Quel que soit le sérotype de FCO, la mortalité est présente dans au moins la moitié des élevages étudiés et peut être très importante dans certains cheptels selon les résultats obtenus. Pour les avortements, au moins 7 % des élevages d’ovins ont observé de 1 à 25 avortements pour la FCO-3, et au moins 15 % de ces élevages présentaient au moins 1 avortement pour la FCO-8. Enfin, la mortalité des animaux âgés de 6 à 12 mois semble limitée, selon les experts. Chez les bovins de plus de 24 mois, la morbidité variait de 0 à 98 % pour la FCO-3 avec une médiane de 6 %, et entre 0 et 77 % pour la FCO-8 avec une médiane de 3 %. La mortalité, quant à elle, oscillait de 0 à 50 % pour la FCO-3 et de 0 à 29 % pour la FCO-8.

Comme l'indiquent les experts, bien que limités à l’échelle collective, certains élevages ont subi des mortalités non négligeables (presque un tiers (FCO-3) et au moins un quart (FCO-8) des élevages ont perdu au moins 1 vache). Pour les avortements, au moins 44 % (FCO-3) et 20 % (FCO-8) des élevages de bovins ont observé de 1 à 20 avortements (FCO-3) et de 1 à 6 avortements (FCO-8). Enfin, entre un quart (FCO-3) et un tiers (FCO-8) des élevages ont eu des animaux de 6 à 24 mois malades, la mortalité dans cette classe d’âge semblant limitée (de 0 à 5 animaux par élevage).

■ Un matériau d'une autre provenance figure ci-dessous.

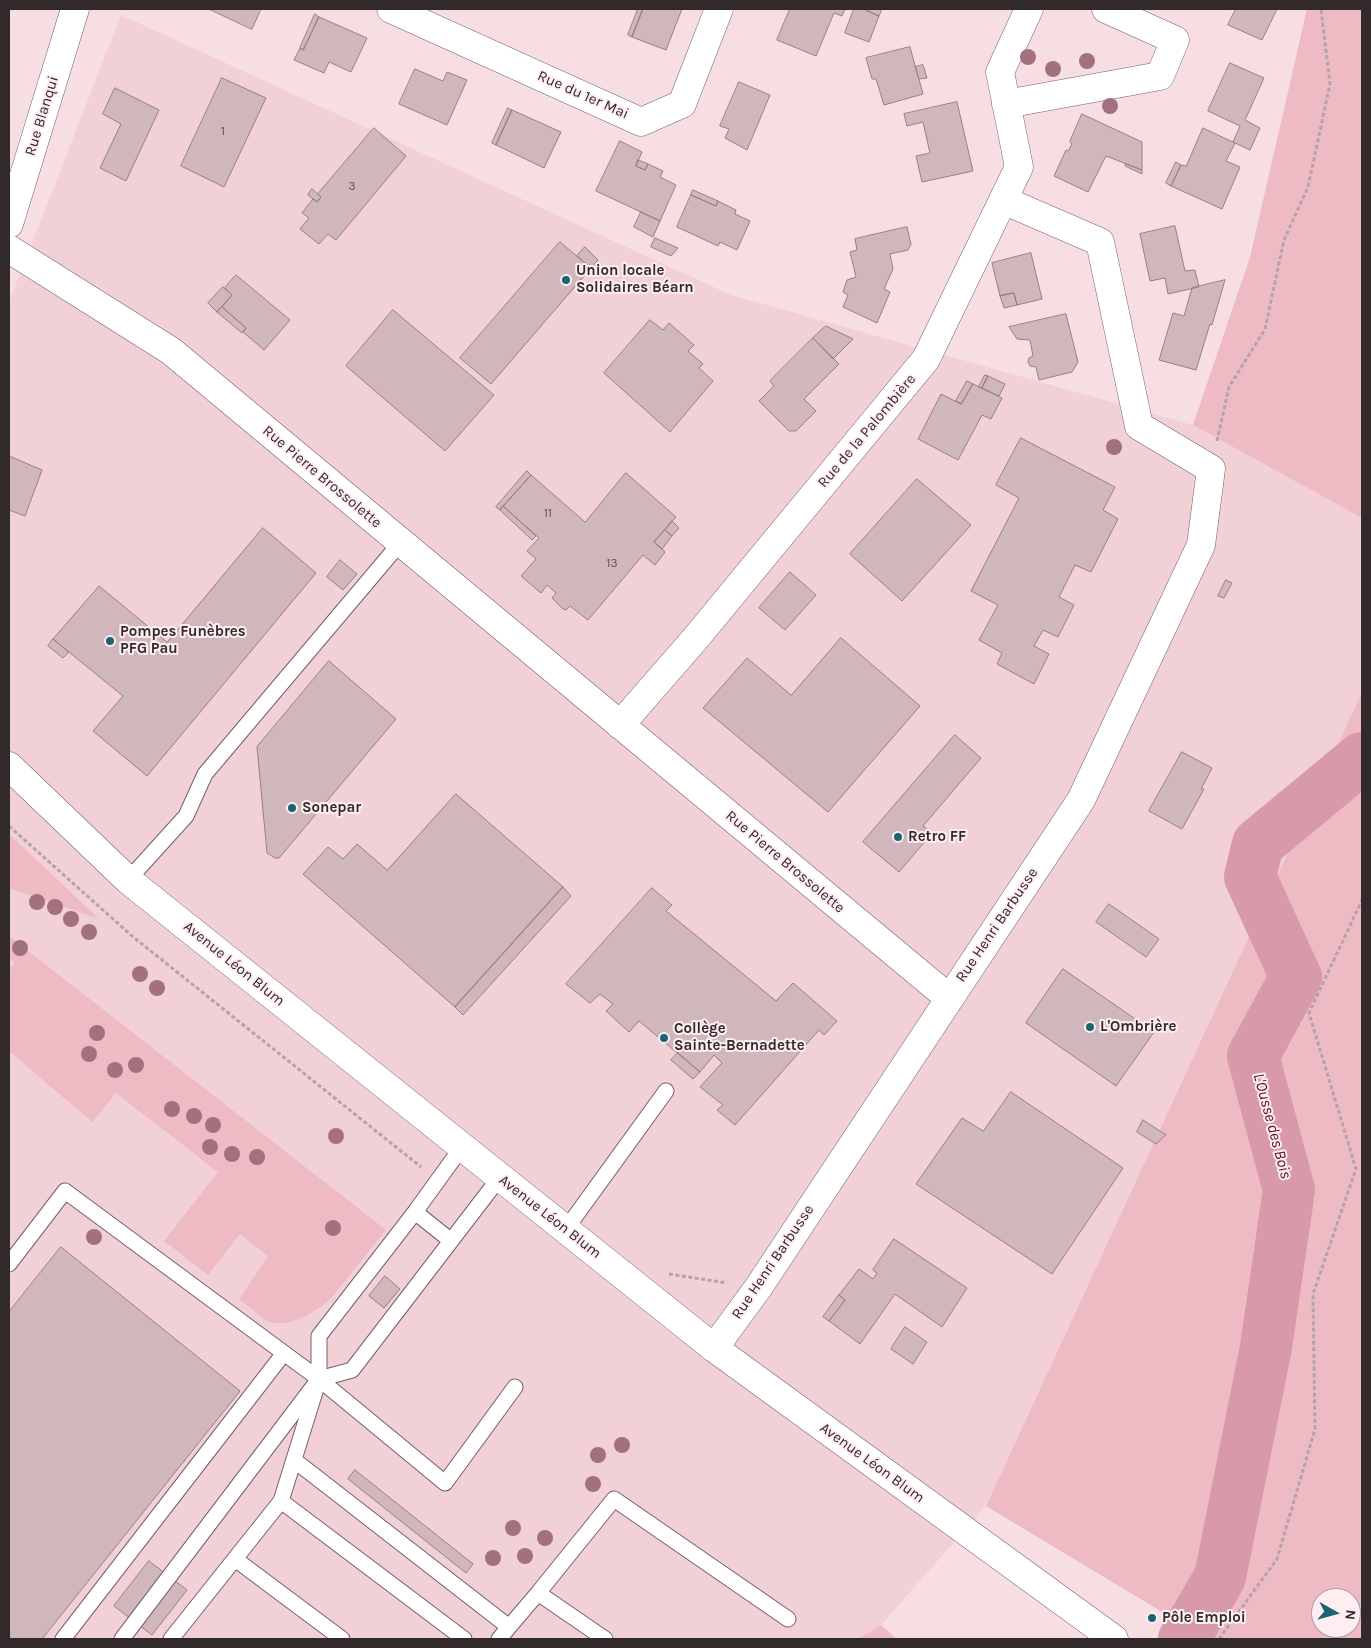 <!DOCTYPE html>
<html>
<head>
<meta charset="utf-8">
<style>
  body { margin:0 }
  #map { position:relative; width:1371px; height:1648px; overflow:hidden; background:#f7dee3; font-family:Karla,sans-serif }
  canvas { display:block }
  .frame { position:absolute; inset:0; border:10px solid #32292b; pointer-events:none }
  .north { position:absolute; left:1311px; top:1588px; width:50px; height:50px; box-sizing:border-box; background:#feeef1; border:1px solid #ac9fa2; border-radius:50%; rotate:97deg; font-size:14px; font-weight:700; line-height:20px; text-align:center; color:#32292b }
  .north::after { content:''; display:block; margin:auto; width:18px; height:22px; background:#1d6473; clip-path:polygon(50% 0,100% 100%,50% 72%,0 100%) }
</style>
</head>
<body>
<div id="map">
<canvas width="1371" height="1648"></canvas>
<div class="frame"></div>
<div class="north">N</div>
</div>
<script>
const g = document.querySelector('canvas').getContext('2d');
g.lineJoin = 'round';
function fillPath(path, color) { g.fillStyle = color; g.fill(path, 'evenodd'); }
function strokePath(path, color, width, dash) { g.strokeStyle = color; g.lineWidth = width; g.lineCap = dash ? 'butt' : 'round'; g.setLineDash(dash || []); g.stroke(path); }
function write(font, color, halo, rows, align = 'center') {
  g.font = font + ' Karla,sans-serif'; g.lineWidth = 4; g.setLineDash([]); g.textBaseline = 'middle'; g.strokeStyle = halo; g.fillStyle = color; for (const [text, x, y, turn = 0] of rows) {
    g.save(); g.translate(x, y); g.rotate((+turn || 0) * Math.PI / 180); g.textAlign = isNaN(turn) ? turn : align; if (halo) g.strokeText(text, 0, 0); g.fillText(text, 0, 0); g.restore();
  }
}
fillPath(new Path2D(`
  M121 15 731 295 1193 425 1362 518V692L986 1506 881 1625 858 1639H9V302Z`), '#f1d0d6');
fillPath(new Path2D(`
  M1307 9H1362V518L1193 425 1250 257Z
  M1362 692V1639H1207L986 1506ZM1321 1598H1351V1628H1321Z
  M9 834 99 919 9 888Z
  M9 936 386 1230 332 1297C316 1312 289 1329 267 1321L239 1299 268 1256 240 1234 208 1275 164 1241 218 1172 116 1093 92 1122 9 1051V971L15 962 9 958Z
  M881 1625 897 1639H858Z`), '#eebbc5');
strokePath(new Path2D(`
  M1184 1639 1220 1577 1266 1347 1289 1190 1253 1056 1296 977 1250 877 1258 844 1362 758`), '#d89aa8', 52);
const building = new Path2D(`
  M209 9H261L252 29Z
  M638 9H643L632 37 628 35Z
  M643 9H682L666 50 632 37Z
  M790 9H845L842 16 834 13 816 56 777 40Z
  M854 9H864L879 16 869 42 845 33Z
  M864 9H882L879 16Z
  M1236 9H1277L1262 40 1228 25Z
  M315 14 319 17 303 50 300 48Z
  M319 17 367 38 351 72 329 62 324 73 294 60 300 48 303 50Z
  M910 47 923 94 884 105 876 79H872L866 58Z
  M1230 63 1264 78 1245 120 1260 128 1250 150 1233 142 1240 126 1208 111Z
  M923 65 927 78 919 79 915 67Z
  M415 69 443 81 447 72 467 80 447 125 399 104Z
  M222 78 266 98 224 187 181 166Z
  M739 82 770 95 747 150 725 138 729 129 720 126Z
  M115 88 159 110 126 181 100 168 121 124 103 114Z
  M957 102 973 171 922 182 916 156 930 153 923 122 907 126 904 114Z
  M508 108 512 110 496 145 492 143Z
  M512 110 561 132 544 168 496 145Z
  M1082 114 1142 142V170L1106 156 1088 192 1054 176 1066 150 1068 151 1072 144 1070 142Z
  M374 128 406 156 336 240 328 234 319 244 300 229 309 218 302 213 313 199 317 202 321 197 318 194Z
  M1203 128 1235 143 1226 161 1240 167 1222 209 1171 186 1181 165 1186 166Z
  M620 141 642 152 636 166 645 170 648 164 663 171 660 177 676 185 660 221 596 191Z
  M638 160 648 164 645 170 636 166Z
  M1176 162 1181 165 1171 186 1166 183Z
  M1126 164 1142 170V174L1125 166Z
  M312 189 321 197 317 202 308 195Z
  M693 190 718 201 716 206 691 195Z
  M691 195 716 206 718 201 736 210 735 214 750 221 737 250 720 242 718 246 677 227Z
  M641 212 660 221 653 237 634 227Z
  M1175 226 1185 271 1195 270 1199 287 1168 294 1165 278 1150 281 1140 234Z
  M907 227 911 244 908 250 890 254 893 269 884 289 890 292 877 323 843 307 848 295 843 292 847 280 856 277 850 252 857 250 855 239Z
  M655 238 678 248 671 256 651 247Z
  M560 242 591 268 491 384 460 358Z
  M585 247 598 260 591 268 577 256Z
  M1031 253 1042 299 1017 305 1014 293 1000 296 992 263Z
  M236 275 290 320 264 350 243 332 246 328 222 307 232 295 225 288Z
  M1225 280 1212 325 1210 324 1196 370 1159 360 1173 313 1184 316 1192 288Z
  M223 287 232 295 217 312 208 303Z
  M1014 293 1017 305 1004 308 1000 296Z
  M222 307 246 328 242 333 217 312Z
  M393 310 494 395 445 451 346 366Z
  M1066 314 1078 362 1072 372 1039 380 1036 367 1030 366 1028 362 1029 358 1033 356 1030 340 1017 339 1009 327Z
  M650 320 663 330 669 323 694 345 688 351 703 364 699 368 713 381 670 432 604 373Z
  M826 326 853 339 833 359 813 338Z
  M813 338 839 364 804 399 816 411 796 431H789L759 401 774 386 770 381Z
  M985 375 988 376 982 388 979 387Z
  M988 376 1005 384 999 396 982 388Z
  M967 381 973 384 961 404 956 401Z
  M973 384 1002 398 991 419 982 415 958 460 918 439 941 394 961 404Z
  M1021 438 1115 487 1103 510 1118 519 1091 572 1075 565 1059 597 1074 605 1058 637 1043 630 1034 646 1049 654 1034 684 997 664 1002 653 979 640 998 605 971 591 1019 498 996 485Z
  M9 456 42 470 25 516 9 510Z
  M527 471 531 475 500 510 496 507Z
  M626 473 676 517 654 542 665 552 655 565 643 555 588 620 570 606 566 610 563 609 552 598 556 593 547 585 541 593 521 576 536 559 527 551 539 538 503 506 531 475 585 522Z
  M917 479 971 525 902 601 850 554Z
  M503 506 536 536 532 540 500 510Z
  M672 521 679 528 672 536 665 530Z
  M263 528 316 573 147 776 93 731 123 696 53 639 99 586 167 642Z
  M665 530 672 536 662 549 654 542Z
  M340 560 357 574 343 590 327 577Z
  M790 572 816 595 785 630 759 608Z
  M1226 580 1232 583 1224 598 1218 596Z
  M841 638 920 706 828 812 703 708 747 658 791 695Z
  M53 639 69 652 63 658 48 646Z
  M329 661 396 719 279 858H275L267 853 257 747Z
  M955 735 981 758 923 826 932 833 899 872 863 842Z
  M1182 752 1212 768 1201 789H1204L1182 829 1149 811Z
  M456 794 563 887 455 1007 303 874 328 847 343 859 357 844 387 870Z
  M563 887 571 896 463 1015 455 1007Z
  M652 888 672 905 666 911 776 1001 793 983 837 1021 824 1035 819 1030 735 1125 717 1110 723 1105 700 1087 722 1063 714 1055 700 1072 639 1021 629 1032 606 1011 613 1004 600 994 590 1003 566 984Z
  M1109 904 1159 939 1146 957 1096 922Z
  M1063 969 1154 1032 1116 1086 1026 1023Z
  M678 1053 700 1072 693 1079 671 1060Z
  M1011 1092 1123 1168 1052 1274 916 1184 962 1118 983 1131Z
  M1143 1120 1166 1135 1156 1144 1137 1132Z
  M894 1239 967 1288 942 1327 895 1294 860 1344 829 1321 845 1300 839 1295 859 1269 873 1279 877 1273 873 1270Z
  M61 1247 240 1391 42 1639H9V1312Z
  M385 1276 400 1289 384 1308 369 1296Z
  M839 1295 845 1300 829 1321 823 1317Z
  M905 1327 927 1342 913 1364 891 1349Z
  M355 1470 473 1564 466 1573 348 1479Z
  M149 1561 187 1590 152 1635 114 1606Z`);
fillPath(building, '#d0b7bc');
strokePath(building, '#978085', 1);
const service = new Path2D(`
  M128 880 186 816 205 774 401 542
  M415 1212 450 1240
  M566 1229 666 1091
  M9 1264 65 1191 319 1379 445 1483 515 1387
  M294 1460 509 1627 538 1593 605 1639
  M281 1501 464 1639
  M235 1559 342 1639
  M538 1593 614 1499 788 1619
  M63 1639 284 1353
  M122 1639 319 1379 352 1370 500 1177
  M171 1639 281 1501 319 1379V1336L415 1212 462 1147
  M499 1639 509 1627`);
const minor = new Path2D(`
  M391 9 641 122 682 104 719 9
  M1006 104 1160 76 1175 40 1106 9
  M9 224 75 9
  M9 249 171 351 949 998
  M620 725 695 639 926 359 1019 167 1000 72 1029 9
  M714 1348 758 1288 1081 800 1201 545 1211 469 1139 426 1100 242 1003 200`);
const tertiary = new Path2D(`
  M9 766 128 880 714 1348 1114 1639`);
strokePath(service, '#766065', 17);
strokePath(minor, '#766065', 29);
strokePath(tertiary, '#766065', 29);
strokePath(new Path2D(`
  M1217 441 1229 387 1265 329 1284 240 1308 187 1330 84 1321 9
  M9 826 132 936 421 1167
  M669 1274 727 1283
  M1219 1639 1277 1559 1315 1429 1313 1294 1356 1169 1309 1013 1362 900`), '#b6a3a7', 3, [4, 2.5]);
strokePath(service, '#fff', 15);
strokePath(minor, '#fff', 28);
strokePath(tertiary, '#fff', 28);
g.fillStyle = '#a37080';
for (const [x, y] of [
  [1028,57],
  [1087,61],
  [1053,69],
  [1110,106],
  [1114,447],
  [37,902],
  [55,907],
  [71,919],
  [89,932],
  [20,948],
  [140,974],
  [157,988],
  [97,1033],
  [89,1054],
  [136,1065],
  [115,1070],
  [172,1109],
  [194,1116],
  [213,1125],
  [336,1136],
  [210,1147],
  [232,1154],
  [257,1157],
  [333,1228],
  [94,1237],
  [622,1445],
  [598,1455],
  [593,1484],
  [513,1528],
  [545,1538],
  [525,1556],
  [493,1558]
]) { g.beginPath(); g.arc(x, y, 8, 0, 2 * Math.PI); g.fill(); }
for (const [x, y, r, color] of [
  [566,280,5,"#1d6473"],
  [110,641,5,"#1d6473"],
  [292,808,5,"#1d6473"],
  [898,837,5,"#1d6473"],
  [1090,1027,5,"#1d6473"],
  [664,1038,5,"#1d6473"],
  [1152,1618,5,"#1d6473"]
]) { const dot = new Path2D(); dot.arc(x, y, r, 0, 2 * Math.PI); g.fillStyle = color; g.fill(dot); strokePath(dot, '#feeef1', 2); }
write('12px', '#5a4c4f', null, [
  ["1",223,132],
  ["3",352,187],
  ["11",548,514],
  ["13",612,564]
]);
write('15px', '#32292b', '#feeef1', [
  ["Rue du 1er Mai",583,95,24],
  ["Rue Blanqui",42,116,-73],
  ["Rue de la Palombière",867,431,-50],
  ["Rue Pierre Brossolette",322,477,40],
  ["Rue Pierre Brossolette",785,862,40],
  ["Rue Henri Barbusse",997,925,-56],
  ["Avenue Léon Blum",234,964,39],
  ["Avenue Léon Blum",550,1217,38],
  ["Rue Henri Barbusse",773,1262,-56],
  ["Avenue Léon Blum",872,1463,36]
]);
write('bold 15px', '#32292b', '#feeef1', [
  ["Union locale",576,271],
  ["Solidaires Béarn",576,288],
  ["Pompes Funèbres",120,632],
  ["PFG Pau",120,649],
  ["Sonepar",302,808],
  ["Retro FF",908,837],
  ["L'Ombrière",1100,1027],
  ["Collège",674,1029],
  ["Sainte-Bernadette",674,1046],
  ["Pôle Emploi",1162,1618]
], 'left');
write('italic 16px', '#580e29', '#feeef1', [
  ["L'Ousse des Bois",1272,1126,75]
]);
</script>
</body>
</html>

Une évaluation des grandes tendances

Comme l’indique le rapport d'enquête, il semblerait que les estimations issues de ces investigations soient moins importantes que l’incidence sanitaire réelle à l’échelle du cheptel et de la zone touchés. En effet, des éleveurs ont rapporté que de nouveaux animaux étaient tombés malades après qu'ils avaient été interrogés, car l’activité vectorielle était toujours en cours pendant l’etude. De plus, dans le cadre de ce travail de recherche, les différents impacts de la FCO sur la reproduction n’ont pas été mesurés. Toutefois, en dépit de cela, et « même s’il n’est pas possible d’extrapoler ces résultats à l’ensemble des départements du fait de la date de l’enquête, des variations de la situation sanitaire vis-à-vis de la FCO selon les départements, des différences de type et de structure d’élevage et des modalités de diffusion de la maladie (liée en partie à la densité et à l’activité de vecteurs culicoïdes) différentes selon les départements, ces premiers éléments épidémiologiques permettent de faire une première description de l’impact sanitaire des FCO-3 et des FCO-8 pour la saison 2024 ».

Selon les experts de la plateforme d'épidémiosurveillance en santé animale (ESA) 2, pour pouvoir mesurer l’impact sanitaire global après une saison d’activité vectorielle complète et mener des recherches plus poussées sur les conséquences de la FCO en termes de reproduction des ovins et des bovins, il sera intéressant d'attendre les résultats de l'enquête mise en place le 4 novembre 2024. Cette dernière, définie dans le cadre du groupe de suivi FCO/MHE (maladie hémorragique épizootique) de l'ESA pour « améliorer le suivi des cas et de l’impact clinique de la FCO-3, 8 mais aussi de la MHE », est conduite par les GDS qui le souhaitent et par téléphone auprès d’éleveurs ayant eu au moins un cas clinique de FCO ou de MHE confirmé par PCR depuis au moins 1 mois afin que la maladie ait eu le temps de commencer à diffuser au sein du troupeau. Le suivi longitudinal (au cours des mois) devrait permettre de « mieux mesurer l’impact à court, moyen et long termes de ces maladies ».